Durante a imediata gravação do programa realizada em sua sala de estar, Carol é surpreendida com a presença de um gato bem familiar. Suas lembranças rapidamente ligam os fatos e a moça afasta o pessoal do estúdio bem em cima da hora em que William Traveller chega até aquele tempo... e espaço.
E que idéia melhor para tentar entender as loucuras que se passam na cabeça de um mago do que levar para um médico que se tornou o Mago Supremo de nosso Universo?
Na casa do Doutor Estranho, Miss Marvel e Stephen tentam juntar os fatos que lembram da Dinastia M e chegam a conclusão de que William certamente sofreu algo tipo de choque ao ser transportado repentinamente pra a realidade 616 onde ele nunca de fato teve contato com o que lhe rendeu os poderosos dotes mágicos que possui. Segundo o diagnostico de Stephen, Traveller perdeu a sincronia com as forças mágicas antes vinculadas a ele e seu controle sobre os poderes estará se tornando cada vez mais errático.
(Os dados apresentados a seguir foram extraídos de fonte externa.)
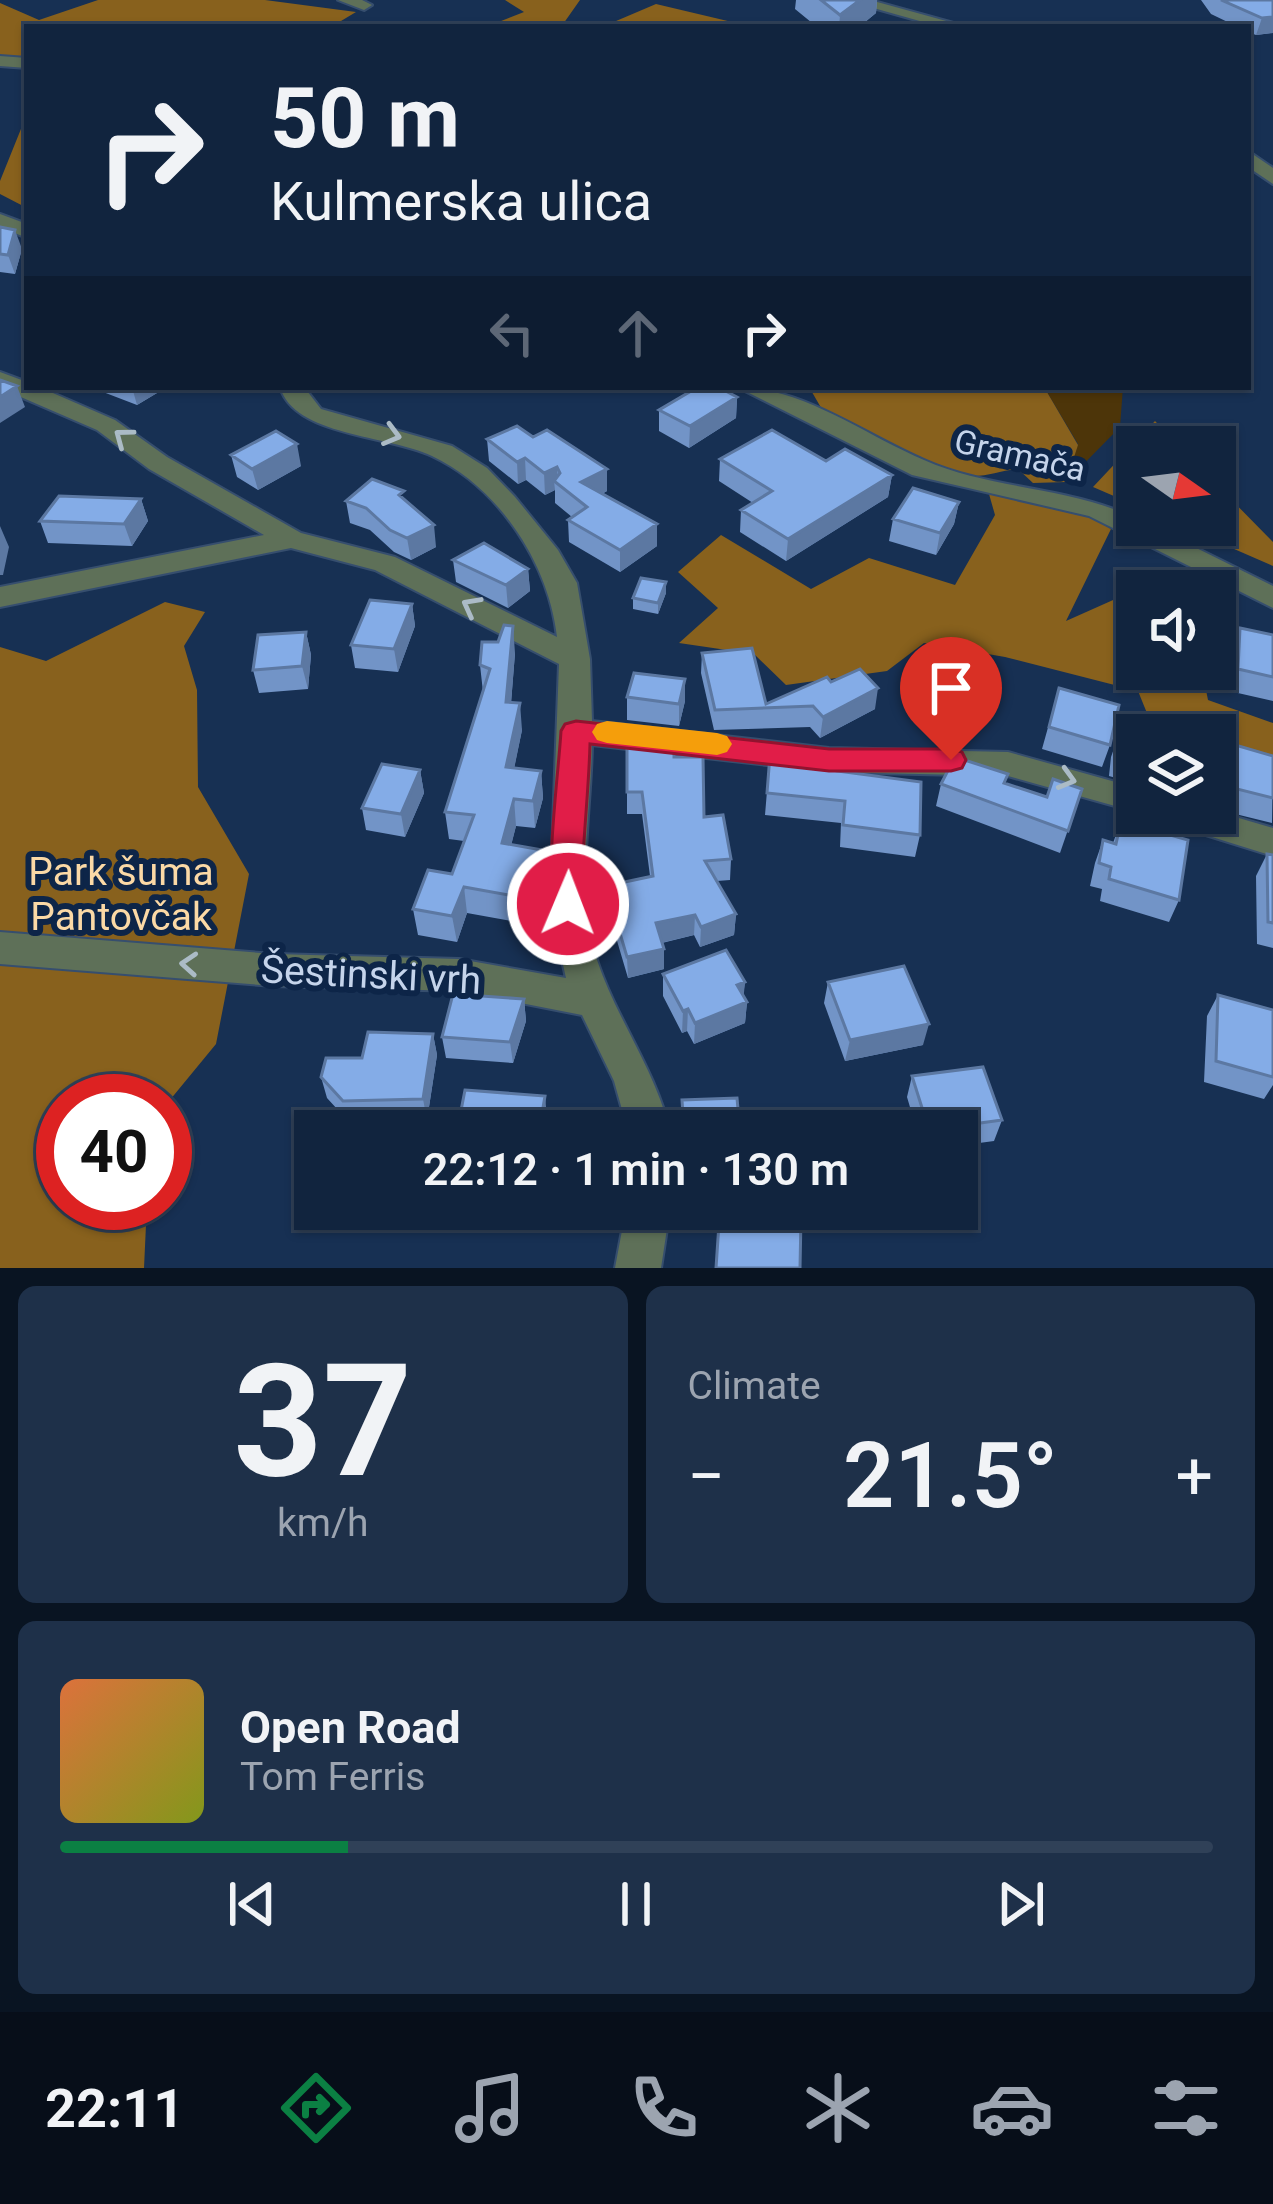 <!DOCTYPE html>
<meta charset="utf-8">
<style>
:root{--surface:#11243e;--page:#1e3049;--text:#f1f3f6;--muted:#9ca4b0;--line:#304158;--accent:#0b8043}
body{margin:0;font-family:Roboto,sans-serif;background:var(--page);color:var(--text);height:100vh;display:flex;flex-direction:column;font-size:45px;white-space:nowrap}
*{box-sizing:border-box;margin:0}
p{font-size:39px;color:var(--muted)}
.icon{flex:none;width:66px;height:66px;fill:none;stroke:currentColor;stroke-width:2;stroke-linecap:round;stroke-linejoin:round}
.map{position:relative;height:1268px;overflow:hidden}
.details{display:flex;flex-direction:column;gap:18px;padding:18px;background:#091422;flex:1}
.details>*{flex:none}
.banner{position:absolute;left:24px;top:24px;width:1227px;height:366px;border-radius:0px;box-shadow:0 3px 9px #0004,0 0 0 3px var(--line);background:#11243e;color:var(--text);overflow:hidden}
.needle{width:78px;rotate:104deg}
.tools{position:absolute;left:1116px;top:426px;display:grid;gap:24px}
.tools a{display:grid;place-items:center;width:120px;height:120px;border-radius:0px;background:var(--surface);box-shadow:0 3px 9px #0004,0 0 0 3px var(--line);font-size:60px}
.speed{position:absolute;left:36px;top:1074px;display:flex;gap:24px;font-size:60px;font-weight:700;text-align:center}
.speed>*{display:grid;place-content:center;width:156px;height:156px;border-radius:50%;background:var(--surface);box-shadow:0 3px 9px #0004,0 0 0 3px var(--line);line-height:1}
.speed .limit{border:18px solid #d22;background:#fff;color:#111}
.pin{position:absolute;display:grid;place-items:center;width:102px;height:102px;color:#fff;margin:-123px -51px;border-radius:50% 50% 50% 0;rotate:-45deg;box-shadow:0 0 12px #0007}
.pin .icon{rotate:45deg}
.me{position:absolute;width:132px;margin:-66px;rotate:1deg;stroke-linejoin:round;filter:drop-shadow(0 0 9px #0008)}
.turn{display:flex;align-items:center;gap:42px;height:252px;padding:0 48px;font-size:54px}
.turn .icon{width:156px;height:156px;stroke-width:2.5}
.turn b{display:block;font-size:84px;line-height:102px}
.lanes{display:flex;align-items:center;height:114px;padding:0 48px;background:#0003;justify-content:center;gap:60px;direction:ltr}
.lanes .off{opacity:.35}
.big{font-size:90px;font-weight:600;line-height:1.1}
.details .card{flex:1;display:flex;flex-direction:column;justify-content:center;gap:18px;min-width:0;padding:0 42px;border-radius:18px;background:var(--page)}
.details .dial{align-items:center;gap:0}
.dial b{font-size:156px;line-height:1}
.song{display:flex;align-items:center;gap:36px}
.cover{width:144px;height:144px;border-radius:18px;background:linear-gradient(135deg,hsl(20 70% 55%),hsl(70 70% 35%))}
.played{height:12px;border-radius:6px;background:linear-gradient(90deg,var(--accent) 25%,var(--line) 25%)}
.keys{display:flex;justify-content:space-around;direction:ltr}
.heat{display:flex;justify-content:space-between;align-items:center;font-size:66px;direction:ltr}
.details .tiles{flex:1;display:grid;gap:18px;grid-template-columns:1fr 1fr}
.card:last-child{grid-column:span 2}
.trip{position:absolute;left:294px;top:1110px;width:684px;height:120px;border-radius:0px;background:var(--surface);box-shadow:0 3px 9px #0004,0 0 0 3px var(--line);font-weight:600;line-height:120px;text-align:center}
.tabs{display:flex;height:192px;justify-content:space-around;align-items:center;background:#070e19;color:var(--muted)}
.tabs .icon{width:84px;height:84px}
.tabs .on{color:var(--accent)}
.tabs b{font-size:54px;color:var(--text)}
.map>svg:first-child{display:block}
.green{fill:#4d3509}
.forest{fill:#88611d}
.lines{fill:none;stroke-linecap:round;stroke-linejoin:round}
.minor-casing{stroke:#364e6e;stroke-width:4}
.minor{fill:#5e7058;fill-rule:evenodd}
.wall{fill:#7294c7}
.shaded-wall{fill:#5c78a2}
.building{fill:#84ace7;stroke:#5c78a2;stroke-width:3}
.oneway{stroke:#abbbc6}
.route{fill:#e11d48;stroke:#92132f;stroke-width:3}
.slow{fill:#f59e0b}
.labels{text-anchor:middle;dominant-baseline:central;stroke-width:12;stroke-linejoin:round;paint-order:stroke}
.street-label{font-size:33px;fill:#c5d4eb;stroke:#0d2548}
.near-park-label{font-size:39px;fill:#fbd9a6;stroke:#0d2548}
.near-street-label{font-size:39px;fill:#c5d4eb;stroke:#0d2548}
</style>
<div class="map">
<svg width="1273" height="1268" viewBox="0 0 1273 1268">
<rect width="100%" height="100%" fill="#173053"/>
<path class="green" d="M1044 387H1123L1120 427 1066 482 1078 444Z"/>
<path class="forest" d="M98 0H265L356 12 331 27H27V60L0 58V3L39 20Z
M505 0H580L561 27H486L524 12Z
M656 4 753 27H602Z
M27 114V208L0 194V181Z
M809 387H1044L1078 445 1066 482 1033 483 1018 469C995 471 984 479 961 475L827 418Z
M1155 421 1180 447H1137V506L1093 487Z
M1215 483 1273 542V566L1179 525H1215Z
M989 494 1087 514 1111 529 1066 621 1149 584 1148 591H1137L1133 654 1137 669H1182L1203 675 1208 700 1273 723V770L1215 753V735H1144L1151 723 1138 691 1005 657 924 643 887 671 786 685 754 654 679 643 718 608 678 572 721 535 811 589 869 558 955 585 995 515Z
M165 602 205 612 184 646 197 690 198 787 249 874 216 1044 165 1106V1101H63V1203H147L144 1268H0V647L46 661Z"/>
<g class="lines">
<g class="minor-casing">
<path id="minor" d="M338 0H362L372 5 364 10Z
M845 0H870L968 27H941Z
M0 56 27 58V68L0 66Z
M1248 151 1273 168V184L1248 167Z
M0 214 27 224V238L0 227Z
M0 372 27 382V387H39L115 420 167 457 301 533 395 557 557 637C549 565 500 488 432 456 388 435 294 436 280 387H304L321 409 452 446 487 468 515 497 558 550 577 583 590 659 592 721 829 748 1008 752 1137 788 1140 813 1008 776 829 772 592 745C591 814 575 892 597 960 616 1018 655 1069 670 1131H628L614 1081 582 1015 459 991 274 986 0 964V932L274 954 459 959 566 978 550 907 559 664 375 570 291 548 0 607V587L264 535 149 469 97 430 0 388Z
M737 387C802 387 865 435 924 460 991 490 1070 486 1137 519V525H1150L1273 586V608L1089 516 912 475Z
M1215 811 1273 828V856L1164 822 1159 813Z
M626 1209H670L661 1268H615Z"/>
</g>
<use href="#minor" class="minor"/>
</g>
<path class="wall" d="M796 0H877L876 13 859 27H817L795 9Z
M1201 0H1273V33L1256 35 1248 32V27H1238L1211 14Z
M0 227 22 249 15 274 0 272Z
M90 387H167L137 405Z
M737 397 736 418 689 448 659 431V410Z
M533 437 607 469V491L602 494 657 546 620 572 569 542 568 520 572 517 555 503V490L545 495 526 480 518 484 489 461 487 439Z
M231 455 301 466 258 490 237 477Z
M720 459 826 461 892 475 888 497 786 561 740 532 741 510 753 503 719 481Z
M141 499 148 521 132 546 48 543 40 521Z
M405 500 436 547 411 560 394 552 370 530 350 523 346 501Z
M959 502 954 524 936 555 889 541 893 519Z
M453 560 528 569 530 591 508 608 456 582Z
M666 582V593L658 614 633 609V598Z
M412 604 415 626 398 672 355 668 351 645Z
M1240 628 1273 635V701L1229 691 1230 650Z
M306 632 311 655 308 689 259 693 253 670Z
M932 651 977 680 972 703 960 701 957 713 921 706Z
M515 653 511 703 522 730 514 768 541 771 543 798 535 828 516 826 511 845 542 850 544 877 529 924 467 913 457 942 418 935 413 909 452 874 464 841 449 839 445 812 483 692 480 665Z
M702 653 766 704 831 682 875 709 820 738 810 727 714 730 701 673Z
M685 679V701L679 726 627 720V697Z
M1059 688 1110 745 1102 767 1042 749Z
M1118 737 1137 743V784L1109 776 1111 757Z
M1225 742 1273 756 1272 823 1215 809V764Z
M627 747 674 757 704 817 731 859 730 880 717 881 736 914 734 935 700 947 694 935 662 943 664 949V969L628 978 607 907 606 886 650 876 642 814H627Z
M770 755 837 771 920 835 915 857 840 847 841 823 765 815Z
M420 770 424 793 405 837 366 830 362 808Z
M1005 783 1047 797 1082 789 1060 853 936 806 941 784Z
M1121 821 1179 900 1169 922 1100 901 1102 889 1090 886 1095 863 1103 840 1113 843Z
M1267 854 1273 855V948L1257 944 1256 876Z
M663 974 745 982 743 996 747 1002 745 1023 694 1044 687 1031 682 1033 663 996Z
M828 982 923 1045 845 1061 824 1003Z
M1218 995 1273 1010V1085L1264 1099 1204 1082 1207 1016Z
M524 999 526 1021 513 1063 446 1058 442 1037Z
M433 1034 437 1055 427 1120 349 1122 327 1098 321 1077Z
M912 1076 1002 1120 994 1141 957 1146V1131H917L907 1097Z"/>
<path class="shaded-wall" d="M860 0H877L876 13 859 27H839L840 15Z
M1273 17V33L1256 35 1262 18Z
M15 230 22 249 15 274 8 255Z
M17 386 25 407 0 423V397Z
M132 387H167L137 405Z
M737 397 736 418 689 448 690 426Z
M297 444 301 466 258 490 252 469Z
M525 458 526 480 518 484 517 462Z
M557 467 558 484 554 481 555 490 545 495 544 473Z
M607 469V491L582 504 581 482Z
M892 475 888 497 786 561 788 539Z
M141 499 148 521 132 546 124 524Z
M959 502 954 524 936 555 940 533Z
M657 524V546L620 572V550Z
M434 525 436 547 411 560 407 538Z
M0 526 9 547 3 575H0Z
M528 569 530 591 508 608 506 585Z
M666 582V593L658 614V603Z
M412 604 415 626 398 672 394 649Z
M513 626 515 653 509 729 506 702Z
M306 632 311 655 308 689 302 666Z
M685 679V701L679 726V704Z
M878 688 875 709 820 738 823 717Z
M520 703 522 730 509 794 506 767Z
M420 770 424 793 405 837 401 814Z
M541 771 543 798 535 828 533 801Z
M514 799 516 826 505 870 502 843Z
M542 850 544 877 529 924 526 898Z
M464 887 467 913 457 942 452 916Z
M736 914 734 935 700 947 701 927Z
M695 915 694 935 656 944V923Z
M664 949V969L628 978 627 957Z
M745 982 743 1003 747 1002 745 1023 694 1044 695 1023 737 985Z
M524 999 526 1021 513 1063 510 1042Z
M688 1009 687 1031 682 1033 683 1011Z
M929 1024 923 1045 845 1061 850 1040Z
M433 1034 437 1055 427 1120 423 1099Z
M545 1096 547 1117 545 1131H539Z"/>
<path class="building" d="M821 0H860L840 15Z
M1221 0H1273V17L1262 18Z
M0 227 15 230 8 255 0 254Z
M0 380 17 386 0 397Z
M698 387H718L737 397 690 426 659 410Z
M517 426 533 437 547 430 607 469 581 482 657 524 620 550 568 520 587 507 554 481 560 473 557 467 544 473 525 458 517 462 487 439Z
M772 430 826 461 845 449 892 475 788 539 741 510 772 491 720 459Z
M276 431 297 444 252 469 231 455Z
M372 479 404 491 399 495 434 525 407 538 390 530 366 508 346 501Z
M913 488 959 502 940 533 893 519Z
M59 496 141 499 124 524 40 521Z
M484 543 528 569 506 585 453 560Z
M641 578 666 582 658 603 633 598Z
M1174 582 1211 591H1172Z
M370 600 412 604 394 649 351 645Z
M504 625 513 626 506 702 520 703 506 767 541 771 533 801 514 799 502 843 542 850 526 898 464 887 452 916 413 909 428 870 452 874 474 815 445 812 490 669 480 665 482 642H498Z
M1240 628 1273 635V677L1238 669Z
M306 632 302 666 253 670 258 635Z
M943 644 982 651 977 680 964 678 962 691 926 684 932 651 941 653Z
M752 648 766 704 827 677 831 682 860 669 878 688 823 717 813 706 715 710 702 653Z
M634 673 685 679 679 704 627 697Z
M1059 688 1119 705 1110 745 1049 727Z
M1118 737 1137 743V762L1116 756Z
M1225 742 1273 756V798L1217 784Z
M627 747H674V757H703L704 817 723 815 731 859 705 861 736 914 701 927 695 915 656 923 664 949 627 957 606 886 653 876 642 792H627Z
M770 755 837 762V771L921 782 920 835 843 825 845 801 767 793Z
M955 757 1008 774 1004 783 1047 797 1053 779 1082 789 1068 831 941 784Z
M382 764 420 770 401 814 362 808Z
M1121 821 1188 840 1179 900 1109 879 1111 867 1099 863 1103 840 1116 844Z
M1267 854 1273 855V923L1268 922Z
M726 950 745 982 737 985 747 1002 695 1023 688 1009 683 1011 663 974Z
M904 966 929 1024 850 1040 828 982Z
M453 994 524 999 510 1042 442 1037Z
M1218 995 1273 1010V1077L1216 1061Z
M368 1032 433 1034 423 1099 343 1101 321 1077 326 1058H362Z
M983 1067 1002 1120 929 1130 912 1076Z
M465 1090 545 1096 539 1131H457Z
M737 1098 740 1131H684L682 1100Z
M720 1209 801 1218 800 1268H716Z"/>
<defs><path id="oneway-chevron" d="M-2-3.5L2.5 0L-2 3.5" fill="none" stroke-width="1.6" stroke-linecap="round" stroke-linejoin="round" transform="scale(3)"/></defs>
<g class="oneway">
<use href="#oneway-chevron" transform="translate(392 435) rotate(15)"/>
<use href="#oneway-chevron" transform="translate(123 437) rotate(-143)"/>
<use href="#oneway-chevron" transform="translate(471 606) rotate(-152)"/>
<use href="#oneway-chevron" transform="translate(1067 779) rotate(16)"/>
<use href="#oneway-chevron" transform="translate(189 964) rotate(-176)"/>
</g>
<path class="route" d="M576 721 829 749H951L962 752 966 760 962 768 951 771H829L590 744C589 782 585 820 583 858 581 877 589 897 580 914L568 918 556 914C543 888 559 769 561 731L565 724Z"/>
<path class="slow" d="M607 721 717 733 727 736 732 744 727 752 717 755 607 743 597 740 592 732 597 724Z"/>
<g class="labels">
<g class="street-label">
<text transform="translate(1020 455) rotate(13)">Gramača</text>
</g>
<g class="near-park-label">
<text x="121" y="872">Park šuma<tspan x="121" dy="45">Pantovčak</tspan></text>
</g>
<g class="near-street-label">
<text transform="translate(371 975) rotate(3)">Šestinski vrh</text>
</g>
</g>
</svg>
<div class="tools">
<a><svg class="needle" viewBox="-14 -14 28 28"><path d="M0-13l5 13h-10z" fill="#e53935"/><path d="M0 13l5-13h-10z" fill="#9ca4b0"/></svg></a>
<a><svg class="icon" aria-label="sound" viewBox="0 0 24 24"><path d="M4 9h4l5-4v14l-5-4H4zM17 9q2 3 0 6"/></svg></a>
<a><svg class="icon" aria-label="layers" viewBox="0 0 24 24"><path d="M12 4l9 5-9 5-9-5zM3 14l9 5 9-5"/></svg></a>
</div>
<div class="speed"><div class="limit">40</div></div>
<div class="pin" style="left:951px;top:760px;background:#d93025"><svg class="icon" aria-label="arrive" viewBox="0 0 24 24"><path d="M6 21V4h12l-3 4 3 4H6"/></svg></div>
<svg class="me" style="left:568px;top:904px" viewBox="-20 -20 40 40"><circle r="17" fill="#e11d48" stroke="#fff" stroke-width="3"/><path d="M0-11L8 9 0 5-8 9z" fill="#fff"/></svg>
<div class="trip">22:12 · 1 min · 130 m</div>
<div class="banner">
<div class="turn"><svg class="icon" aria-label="right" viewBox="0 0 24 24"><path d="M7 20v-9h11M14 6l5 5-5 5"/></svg><div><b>50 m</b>Kulmerska ulica</div></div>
<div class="lanes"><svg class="icon off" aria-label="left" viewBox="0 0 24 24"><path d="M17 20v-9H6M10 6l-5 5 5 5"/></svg><svg class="icon off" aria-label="ahead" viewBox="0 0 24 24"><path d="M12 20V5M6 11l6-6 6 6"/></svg><svg class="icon" aria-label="right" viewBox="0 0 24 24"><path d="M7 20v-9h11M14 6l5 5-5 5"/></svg></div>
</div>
</div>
<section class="details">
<div class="tiles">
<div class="card dial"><b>37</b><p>km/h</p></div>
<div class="card"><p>Climate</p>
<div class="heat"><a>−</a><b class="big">21.5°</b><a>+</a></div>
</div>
<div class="card">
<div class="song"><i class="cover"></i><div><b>Open Road</b><p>Tom Ferris</p></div></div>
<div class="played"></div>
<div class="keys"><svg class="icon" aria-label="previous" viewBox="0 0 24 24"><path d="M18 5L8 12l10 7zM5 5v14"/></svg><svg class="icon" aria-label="pause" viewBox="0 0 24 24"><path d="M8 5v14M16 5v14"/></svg><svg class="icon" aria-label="next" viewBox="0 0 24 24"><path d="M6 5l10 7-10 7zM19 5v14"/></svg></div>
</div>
</div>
</section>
<nav class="tabs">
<b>22:11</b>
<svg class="icon on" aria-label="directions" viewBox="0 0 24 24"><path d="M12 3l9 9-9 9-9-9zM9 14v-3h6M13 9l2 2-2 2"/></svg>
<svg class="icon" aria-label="music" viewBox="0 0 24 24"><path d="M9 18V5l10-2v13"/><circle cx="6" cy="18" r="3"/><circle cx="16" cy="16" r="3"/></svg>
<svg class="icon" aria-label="phone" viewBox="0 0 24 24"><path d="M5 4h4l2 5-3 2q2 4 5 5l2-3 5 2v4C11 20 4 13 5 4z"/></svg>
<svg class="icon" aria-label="climate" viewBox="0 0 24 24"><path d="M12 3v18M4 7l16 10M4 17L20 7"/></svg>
<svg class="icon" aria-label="car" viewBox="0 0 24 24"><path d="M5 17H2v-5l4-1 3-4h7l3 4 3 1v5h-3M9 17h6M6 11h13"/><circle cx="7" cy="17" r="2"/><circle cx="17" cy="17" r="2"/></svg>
<svg class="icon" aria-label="filters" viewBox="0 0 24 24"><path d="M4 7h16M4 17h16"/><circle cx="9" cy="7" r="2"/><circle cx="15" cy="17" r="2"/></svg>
</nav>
A discussão entre Stephen e Carol é interrompida por Wong (de cabelo?) trazendo consigo uma encomenda para heroína – um novo celular preseteado pela publicitária Sarah Day, que lhe avisa que um quarto no Ritz está disponível até que o apartamento destruído por Traveller seja reformado.
Com o bastão de Watoomb – que originou o Olho de Watoomb na Dinastia M – dentro da mesma sala, Traveller pode sentir-se mais focado em seu poder e assim se fortalecer. Tomando o bastão em suas mãos, o mago louco põe Estranho no chão e torna-se mais uma vez uma grande ameaça.